• _Data for this exercise_
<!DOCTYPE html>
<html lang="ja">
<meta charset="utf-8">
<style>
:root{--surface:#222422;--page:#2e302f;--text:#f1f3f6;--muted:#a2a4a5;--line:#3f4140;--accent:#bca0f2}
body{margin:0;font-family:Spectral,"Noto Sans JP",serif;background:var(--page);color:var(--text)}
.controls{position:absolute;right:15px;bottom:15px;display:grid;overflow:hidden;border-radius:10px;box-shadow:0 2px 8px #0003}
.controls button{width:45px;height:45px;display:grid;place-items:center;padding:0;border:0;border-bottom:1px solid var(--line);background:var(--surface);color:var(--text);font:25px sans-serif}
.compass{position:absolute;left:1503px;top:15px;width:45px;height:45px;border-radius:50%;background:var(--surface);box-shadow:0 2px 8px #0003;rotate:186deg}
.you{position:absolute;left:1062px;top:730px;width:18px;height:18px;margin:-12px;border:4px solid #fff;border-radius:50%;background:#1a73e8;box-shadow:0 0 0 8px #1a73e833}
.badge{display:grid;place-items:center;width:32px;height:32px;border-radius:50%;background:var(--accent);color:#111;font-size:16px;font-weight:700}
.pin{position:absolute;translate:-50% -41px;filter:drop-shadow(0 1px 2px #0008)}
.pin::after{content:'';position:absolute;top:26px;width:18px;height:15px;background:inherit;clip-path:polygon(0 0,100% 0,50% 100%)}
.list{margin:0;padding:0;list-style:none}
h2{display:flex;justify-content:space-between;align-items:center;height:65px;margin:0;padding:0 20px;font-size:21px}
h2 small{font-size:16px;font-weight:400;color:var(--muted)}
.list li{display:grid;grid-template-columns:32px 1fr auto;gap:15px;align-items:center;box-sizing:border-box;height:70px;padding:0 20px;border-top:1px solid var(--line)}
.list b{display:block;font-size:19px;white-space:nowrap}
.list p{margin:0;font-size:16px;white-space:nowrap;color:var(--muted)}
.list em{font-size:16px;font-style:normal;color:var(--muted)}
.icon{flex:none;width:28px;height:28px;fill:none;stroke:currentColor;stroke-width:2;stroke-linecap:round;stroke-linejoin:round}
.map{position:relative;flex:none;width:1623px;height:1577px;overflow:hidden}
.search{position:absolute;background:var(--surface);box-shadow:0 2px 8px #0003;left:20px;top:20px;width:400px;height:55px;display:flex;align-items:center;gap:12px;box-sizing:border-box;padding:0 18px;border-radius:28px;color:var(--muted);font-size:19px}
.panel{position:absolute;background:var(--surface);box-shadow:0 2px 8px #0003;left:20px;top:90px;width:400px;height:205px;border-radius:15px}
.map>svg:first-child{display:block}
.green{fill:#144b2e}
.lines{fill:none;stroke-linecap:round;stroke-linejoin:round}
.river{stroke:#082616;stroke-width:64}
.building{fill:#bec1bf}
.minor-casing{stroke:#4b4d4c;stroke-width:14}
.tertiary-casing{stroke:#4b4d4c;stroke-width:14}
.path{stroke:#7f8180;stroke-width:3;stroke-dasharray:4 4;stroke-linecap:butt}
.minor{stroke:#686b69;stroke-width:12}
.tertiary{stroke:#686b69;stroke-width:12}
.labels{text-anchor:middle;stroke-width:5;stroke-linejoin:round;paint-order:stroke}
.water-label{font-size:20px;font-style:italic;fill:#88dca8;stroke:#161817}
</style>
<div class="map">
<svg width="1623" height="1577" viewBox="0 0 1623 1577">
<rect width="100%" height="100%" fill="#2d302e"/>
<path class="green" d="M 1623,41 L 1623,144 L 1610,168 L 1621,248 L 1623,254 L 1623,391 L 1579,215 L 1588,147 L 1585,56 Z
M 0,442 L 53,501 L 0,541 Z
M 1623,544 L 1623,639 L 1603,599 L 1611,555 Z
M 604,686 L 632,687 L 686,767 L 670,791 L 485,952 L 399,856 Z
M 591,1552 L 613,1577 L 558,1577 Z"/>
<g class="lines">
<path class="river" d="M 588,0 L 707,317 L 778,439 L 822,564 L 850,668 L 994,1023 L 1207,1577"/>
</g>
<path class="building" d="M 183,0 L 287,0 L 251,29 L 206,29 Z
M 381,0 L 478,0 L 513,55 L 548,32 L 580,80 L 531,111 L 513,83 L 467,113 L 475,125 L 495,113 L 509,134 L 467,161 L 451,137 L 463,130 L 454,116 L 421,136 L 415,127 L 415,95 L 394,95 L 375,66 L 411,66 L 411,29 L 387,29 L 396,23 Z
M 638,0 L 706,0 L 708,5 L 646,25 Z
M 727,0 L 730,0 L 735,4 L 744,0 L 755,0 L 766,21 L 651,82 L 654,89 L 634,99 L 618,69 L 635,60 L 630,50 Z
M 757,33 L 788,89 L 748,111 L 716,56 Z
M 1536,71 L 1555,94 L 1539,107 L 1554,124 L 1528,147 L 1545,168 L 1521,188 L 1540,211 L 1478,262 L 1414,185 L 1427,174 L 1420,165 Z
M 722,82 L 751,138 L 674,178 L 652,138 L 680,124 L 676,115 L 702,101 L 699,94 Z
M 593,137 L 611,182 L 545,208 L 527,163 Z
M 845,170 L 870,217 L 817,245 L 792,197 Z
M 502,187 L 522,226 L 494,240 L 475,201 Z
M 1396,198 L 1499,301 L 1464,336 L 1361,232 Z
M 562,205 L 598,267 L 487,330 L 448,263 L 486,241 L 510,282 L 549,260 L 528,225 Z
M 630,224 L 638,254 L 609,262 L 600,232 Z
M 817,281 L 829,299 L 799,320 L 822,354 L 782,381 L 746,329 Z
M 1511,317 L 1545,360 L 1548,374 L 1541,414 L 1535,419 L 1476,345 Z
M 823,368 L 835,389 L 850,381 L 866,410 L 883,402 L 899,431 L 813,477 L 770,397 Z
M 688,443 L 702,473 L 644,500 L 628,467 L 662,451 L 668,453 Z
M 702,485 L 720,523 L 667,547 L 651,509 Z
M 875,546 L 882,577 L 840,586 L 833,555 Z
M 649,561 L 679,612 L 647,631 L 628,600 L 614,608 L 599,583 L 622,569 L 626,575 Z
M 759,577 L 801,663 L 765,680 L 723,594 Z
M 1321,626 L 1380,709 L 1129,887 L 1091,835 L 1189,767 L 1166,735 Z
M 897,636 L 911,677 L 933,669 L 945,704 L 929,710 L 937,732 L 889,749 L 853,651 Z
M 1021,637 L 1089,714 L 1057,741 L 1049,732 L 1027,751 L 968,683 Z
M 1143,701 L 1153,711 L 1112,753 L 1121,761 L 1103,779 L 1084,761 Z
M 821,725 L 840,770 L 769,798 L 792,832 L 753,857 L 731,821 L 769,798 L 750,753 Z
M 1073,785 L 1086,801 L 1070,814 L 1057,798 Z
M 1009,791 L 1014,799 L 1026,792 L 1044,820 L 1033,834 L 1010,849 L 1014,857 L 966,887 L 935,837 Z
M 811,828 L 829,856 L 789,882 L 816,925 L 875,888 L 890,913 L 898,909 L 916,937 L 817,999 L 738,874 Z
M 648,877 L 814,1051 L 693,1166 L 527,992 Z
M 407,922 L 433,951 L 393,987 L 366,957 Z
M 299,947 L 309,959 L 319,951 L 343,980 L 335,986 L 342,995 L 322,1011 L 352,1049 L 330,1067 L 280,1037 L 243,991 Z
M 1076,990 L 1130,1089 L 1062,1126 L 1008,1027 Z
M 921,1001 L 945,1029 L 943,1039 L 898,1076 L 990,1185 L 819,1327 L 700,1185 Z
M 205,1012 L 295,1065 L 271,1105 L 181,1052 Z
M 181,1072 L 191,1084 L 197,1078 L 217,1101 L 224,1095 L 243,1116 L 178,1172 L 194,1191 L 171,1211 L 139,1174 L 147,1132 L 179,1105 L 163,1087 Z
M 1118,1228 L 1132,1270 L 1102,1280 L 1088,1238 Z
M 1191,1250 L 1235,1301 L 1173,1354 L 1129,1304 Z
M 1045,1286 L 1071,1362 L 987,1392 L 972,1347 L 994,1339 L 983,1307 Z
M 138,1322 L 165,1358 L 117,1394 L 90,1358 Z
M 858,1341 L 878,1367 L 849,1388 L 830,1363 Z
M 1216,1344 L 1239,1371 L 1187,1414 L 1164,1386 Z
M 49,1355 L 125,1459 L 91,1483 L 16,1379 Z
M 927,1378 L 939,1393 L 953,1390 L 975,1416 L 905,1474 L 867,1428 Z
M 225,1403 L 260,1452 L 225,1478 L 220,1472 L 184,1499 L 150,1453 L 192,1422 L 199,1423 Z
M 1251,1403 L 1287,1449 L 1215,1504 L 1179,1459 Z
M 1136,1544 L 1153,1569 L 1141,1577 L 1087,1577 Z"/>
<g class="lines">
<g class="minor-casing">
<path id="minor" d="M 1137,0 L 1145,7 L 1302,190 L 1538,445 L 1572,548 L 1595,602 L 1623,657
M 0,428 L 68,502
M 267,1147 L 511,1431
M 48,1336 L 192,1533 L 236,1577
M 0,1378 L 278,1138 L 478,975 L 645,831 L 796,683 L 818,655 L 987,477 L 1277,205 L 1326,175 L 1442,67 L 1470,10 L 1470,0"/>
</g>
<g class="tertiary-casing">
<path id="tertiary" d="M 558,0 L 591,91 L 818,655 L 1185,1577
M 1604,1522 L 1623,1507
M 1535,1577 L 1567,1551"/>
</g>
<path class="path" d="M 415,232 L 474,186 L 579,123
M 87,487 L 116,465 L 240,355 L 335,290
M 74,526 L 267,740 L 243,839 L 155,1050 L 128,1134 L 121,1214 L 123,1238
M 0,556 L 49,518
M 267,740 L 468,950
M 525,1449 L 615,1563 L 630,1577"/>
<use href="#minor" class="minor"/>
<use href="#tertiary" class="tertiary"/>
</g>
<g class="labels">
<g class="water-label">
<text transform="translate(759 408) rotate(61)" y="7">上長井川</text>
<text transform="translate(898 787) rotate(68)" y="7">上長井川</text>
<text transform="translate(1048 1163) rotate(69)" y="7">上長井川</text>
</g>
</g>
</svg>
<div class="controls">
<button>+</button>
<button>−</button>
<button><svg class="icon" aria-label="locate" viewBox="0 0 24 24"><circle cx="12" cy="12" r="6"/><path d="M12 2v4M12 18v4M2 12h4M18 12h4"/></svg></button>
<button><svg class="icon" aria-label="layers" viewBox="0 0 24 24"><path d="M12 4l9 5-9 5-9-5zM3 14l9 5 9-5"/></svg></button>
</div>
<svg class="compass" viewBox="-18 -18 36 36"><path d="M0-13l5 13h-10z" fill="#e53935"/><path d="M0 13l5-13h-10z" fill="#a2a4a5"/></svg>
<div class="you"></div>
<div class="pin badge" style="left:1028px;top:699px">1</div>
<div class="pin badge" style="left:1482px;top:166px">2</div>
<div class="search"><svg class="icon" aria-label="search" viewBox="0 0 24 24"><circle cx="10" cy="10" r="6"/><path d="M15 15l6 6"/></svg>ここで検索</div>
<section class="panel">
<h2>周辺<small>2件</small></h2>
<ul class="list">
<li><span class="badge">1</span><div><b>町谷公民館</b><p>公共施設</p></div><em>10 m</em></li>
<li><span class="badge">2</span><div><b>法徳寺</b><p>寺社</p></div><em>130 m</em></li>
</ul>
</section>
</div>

• _Task description_
Show each line of the listing that holds the string "bottom".

• _Completed task_
.controls{position:absolute;right:15px;bottom:15px;display:grid;overflow:hidden;border-radius:10px;box-shadow:0 2px 8px #0003}
.controls button{width:45px;height:45px;display:grid;place-items:center;padding:0;border:0;border-bottom:1px solid var(--line);background:var(--surface);color:var(--text);font:25px sans-serif}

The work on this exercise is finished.